Please adapt these exercises to your own purposes. You can choose one or several, or you can think of something entirely different. The point is to practice conscious application of the emotional filter to your writing. Word count can be as little as 200 or as many as 1500 words.

 

These exercises are just suggestions. You can't do them wrong--just focus on showing us how a character interprets or feels about what's going on around him or her. Saturate every sentence with the character's state of mind.

 

1. Find a passage in your own writing that feels flat or distant from the POV character. Rewrite the passage through the character's emotional filter. For each sentence, ask yourself, "What does my character feel about this?" (focus on worries, fears, and hopes), then write it in a way that shows those emotions. The idea is to do something like Jacobson does in her examples. Post both passages (up to 1500 total), so we can see the difference.

 

2. Write a new scene for your novel, up to 1500 words, with attention to the effect of the focal character's emotions on each sentence and the scene as a whole.
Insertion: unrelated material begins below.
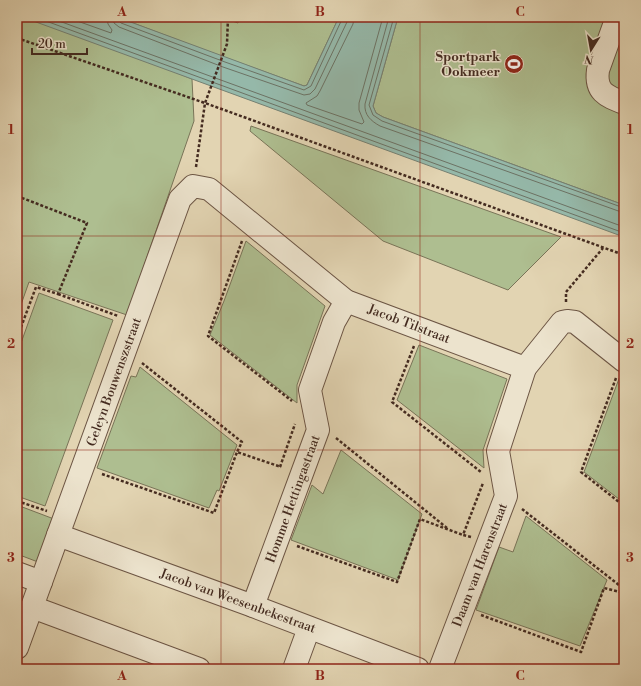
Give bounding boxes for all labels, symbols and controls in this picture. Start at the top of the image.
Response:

Apply a strong emotional filter all the way through.

 

3. Find a dialogue in your writing where the characters' emotions aren't being expressed as fully as you'd like, as in Jacobson's second example. Apply the emotional filter to punch up the emotional impact of the dialogue. Post the before and after versions, up to 1500 words total.

 

The next three exercises are taken from The Art of Fiction by John Gardner.

 

4. Describe a landscape as seen by an old woman whose disgusting and detestable old husband has just died. Do not mention the husband or death. (See how long you can keep this going--aim for a minimum of 200 words.)

 

5. Describe a lake as seen by a young man who has just committed murder. Do not mention the murder. (Aim for a minimum of 200 words.)

 

6. Describe a building as seen by a man whose son has just been killed in a war. Do not mention the son, war, death, or the old man doing the seeing; then describe the same building, in the same weather and at the same time of day, as seen by a happy lover. Do not mention love or the loved one. (Aim for a minimum of 200 words for each description.)

 

7. Make up your own Gardner-style exercise, one that will fit into your novel. Describe an everyday object or scene through the filter of some strong emotion a character is experiencing. Keep it going for as long as you can, and don't take the easy way out by telling us what the emotion is. If you get ideas for putting the character into action as you write, keep going, up to 1500 words.